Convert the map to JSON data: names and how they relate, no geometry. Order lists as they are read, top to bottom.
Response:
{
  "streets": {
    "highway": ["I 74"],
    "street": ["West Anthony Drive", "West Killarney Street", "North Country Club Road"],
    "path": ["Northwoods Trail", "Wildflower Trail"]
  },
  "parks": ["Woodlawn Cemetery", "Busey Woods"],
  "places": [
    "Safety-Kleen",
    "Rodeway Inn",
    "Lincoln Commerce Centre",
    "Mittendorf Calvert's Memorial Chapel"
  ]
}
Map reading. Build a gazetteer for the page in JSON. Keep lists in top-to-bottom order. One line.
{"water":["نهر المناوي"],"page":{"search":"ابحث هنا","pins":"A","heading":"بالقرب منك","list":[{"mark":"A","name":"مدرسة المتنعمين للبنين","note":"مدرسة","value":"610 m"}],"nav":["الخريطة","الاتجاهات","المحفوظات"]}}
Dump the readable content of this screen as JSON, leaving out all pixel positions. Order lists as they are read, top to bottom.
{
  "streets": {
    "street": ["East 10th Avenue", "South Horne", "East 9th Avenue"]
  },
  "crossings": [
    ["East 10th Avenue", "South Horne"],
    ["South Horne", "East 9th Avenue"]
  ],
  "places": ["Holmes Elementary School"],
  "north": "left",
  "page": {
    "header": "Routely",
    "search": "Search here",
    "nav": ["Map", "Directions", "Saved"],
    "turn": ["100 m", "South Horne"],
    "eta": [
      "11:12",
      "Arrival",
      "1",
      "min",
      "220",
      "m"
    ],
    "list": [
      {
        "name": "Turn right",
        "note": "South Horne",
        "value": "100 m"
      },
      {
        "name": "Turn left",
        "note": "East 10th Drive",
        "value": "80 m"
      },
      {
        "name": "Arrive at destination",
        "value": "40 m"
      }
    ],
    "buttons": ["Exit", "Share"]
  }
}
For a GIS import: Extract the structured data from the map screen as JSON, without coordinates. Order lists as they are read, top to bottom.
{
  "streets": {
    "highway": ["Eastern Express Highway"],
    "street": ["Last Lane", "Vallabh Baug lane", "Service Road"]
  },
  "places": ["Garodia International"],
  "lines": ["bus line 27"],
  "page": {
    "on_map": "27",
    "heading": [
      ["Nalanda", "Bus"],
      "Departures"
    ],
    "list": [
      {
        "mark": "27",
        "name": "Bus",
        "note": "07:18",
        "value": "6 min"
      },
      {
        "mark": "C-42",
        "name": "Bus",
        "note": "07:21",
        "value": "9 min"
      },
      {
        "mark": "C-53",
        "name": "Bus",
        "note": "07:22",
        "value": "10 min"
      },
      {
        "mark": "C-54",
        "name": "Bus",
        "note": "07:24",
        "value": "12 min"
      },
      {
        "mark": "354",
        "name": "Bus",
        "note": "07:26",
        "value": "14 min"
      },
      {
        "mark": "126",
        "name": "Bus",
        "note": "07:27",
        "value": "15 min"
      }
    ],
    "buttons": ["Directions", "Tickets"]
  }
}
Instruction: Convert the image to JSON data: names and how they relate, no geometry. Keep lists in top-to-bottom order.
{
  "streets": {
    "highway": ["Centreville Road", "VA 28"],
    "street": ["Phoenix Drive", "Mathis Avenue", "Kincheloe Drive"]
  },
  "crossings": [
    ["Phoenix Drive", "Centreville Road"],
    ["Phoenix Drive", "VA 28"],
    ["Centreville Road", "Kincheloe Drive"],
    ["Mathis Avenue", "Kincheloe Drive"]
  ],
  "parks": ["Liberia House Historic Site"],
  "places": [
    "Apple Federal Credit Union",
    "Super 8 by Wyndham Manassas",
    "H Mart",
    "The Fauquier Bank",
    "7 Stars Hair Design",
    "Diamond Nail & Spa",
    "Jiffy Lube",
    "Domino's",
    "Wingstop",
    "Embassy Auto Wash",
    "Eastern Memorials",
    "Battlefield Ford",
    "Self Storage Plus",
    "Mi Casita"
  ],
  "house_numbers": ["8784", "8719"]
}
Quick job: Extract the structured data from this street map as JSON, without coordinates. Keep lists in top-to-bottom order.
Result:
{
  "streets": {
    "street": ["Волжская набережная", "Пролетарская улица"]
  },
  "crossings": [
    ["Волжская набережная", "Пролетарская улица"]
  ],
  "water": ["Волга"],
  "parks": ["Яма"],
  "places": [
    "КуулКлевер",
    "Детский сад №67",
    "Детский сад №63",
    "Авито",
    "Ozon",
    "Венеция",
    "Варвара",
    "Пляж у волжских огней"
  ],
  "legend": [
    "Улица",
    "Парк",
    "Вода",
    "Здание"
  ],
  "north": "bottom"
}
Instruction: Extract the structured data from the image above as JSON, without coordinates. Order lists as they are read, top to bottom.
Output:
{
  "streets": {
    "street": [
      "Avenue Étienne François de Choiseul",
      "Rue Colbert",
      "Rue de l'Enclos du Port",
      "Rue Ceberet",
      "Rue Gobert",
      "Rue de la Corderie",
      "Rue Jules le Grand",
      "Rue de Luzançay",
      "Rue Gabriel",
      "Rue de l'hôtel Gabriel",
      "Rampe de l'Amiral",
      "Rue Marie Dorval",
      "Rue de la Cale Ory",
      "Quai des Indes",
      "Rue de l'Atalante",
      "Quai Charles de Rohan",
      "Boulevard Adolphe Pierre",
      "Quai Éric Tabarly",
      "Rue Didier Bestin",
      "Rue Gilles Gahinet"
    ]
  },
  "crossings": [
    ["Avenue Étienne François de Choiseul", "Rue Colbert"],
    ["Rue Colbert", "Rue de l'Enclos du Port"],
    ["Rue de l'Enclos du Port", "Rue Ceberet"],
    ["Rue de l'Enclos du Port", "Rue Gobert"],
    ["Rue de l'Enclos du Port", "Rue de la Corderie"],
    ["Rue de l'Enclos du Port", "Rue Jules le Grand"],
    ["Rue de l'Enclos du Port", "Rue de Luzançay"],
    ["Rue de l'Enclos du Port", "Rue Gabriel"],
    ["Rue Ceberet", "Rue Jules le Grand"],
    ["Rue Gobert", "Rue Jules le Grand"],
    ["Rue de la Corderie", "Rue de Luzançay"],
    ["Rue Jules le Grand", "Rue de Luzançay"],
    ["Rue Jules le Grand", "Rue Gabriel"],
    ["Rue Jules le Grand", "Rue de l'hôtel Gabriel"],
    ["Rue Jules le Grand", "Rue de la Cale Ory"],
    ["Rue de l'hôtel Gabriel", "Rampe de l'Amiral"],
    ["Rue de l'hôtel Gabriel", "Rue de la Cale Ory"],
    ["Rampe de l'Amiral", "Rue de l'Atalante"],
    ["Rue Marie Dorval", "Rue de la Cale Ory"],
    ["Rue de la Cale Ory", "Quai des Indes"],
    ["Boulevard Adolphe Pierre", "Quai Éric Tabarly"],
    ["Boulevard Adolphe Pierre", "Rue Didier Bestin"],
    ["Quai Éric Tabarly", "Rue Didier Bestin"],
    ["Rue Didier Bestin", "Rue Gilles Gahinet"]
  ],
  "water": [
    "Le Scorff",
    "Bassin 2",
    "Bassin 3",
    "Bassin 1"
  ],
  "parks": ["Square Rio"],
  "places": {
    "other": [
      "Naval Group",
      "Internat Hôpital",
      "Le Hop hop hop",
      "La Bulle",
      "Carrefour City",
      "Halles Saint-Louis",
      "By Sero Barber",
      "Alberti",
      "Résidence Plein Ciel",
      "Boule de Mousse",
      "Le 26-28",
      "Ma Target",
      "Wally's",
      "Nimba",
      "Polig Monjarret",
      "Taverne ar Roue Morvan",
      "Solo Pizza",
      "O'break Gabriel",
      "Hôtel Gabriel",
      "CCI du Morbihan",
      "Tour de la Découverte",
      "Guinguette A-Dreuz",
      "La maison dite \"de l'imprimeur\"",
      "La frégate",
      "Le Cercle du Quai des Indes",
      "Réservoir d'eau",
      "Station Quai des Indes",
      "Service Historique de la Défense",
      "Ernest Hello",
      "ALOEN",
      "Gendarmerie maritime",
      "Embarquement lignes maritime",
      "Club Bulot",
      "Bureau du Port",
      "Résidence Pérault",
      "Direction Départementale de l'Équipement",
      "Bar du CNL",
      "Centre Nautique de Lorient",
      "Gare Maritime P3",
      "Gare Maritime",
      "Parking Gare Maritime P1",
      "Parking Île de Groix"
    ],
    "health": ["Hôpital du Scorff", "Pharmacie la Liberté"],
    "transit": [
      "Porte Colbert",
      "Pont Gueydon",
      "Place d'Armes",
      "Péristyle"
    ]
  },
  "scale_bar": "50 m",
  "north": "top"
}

□ □ □ □ □ □ □

From the records above, pick out and copy each line holding the word "names".

RESPONSE:
Convert the map to JSON data: names and how they relate, no geometry. Order lists as they are read, top to bottom.
Instruction: Convert the image to JSON data: names and how they relate, no geometry. Keep lists in top-to-bottom order.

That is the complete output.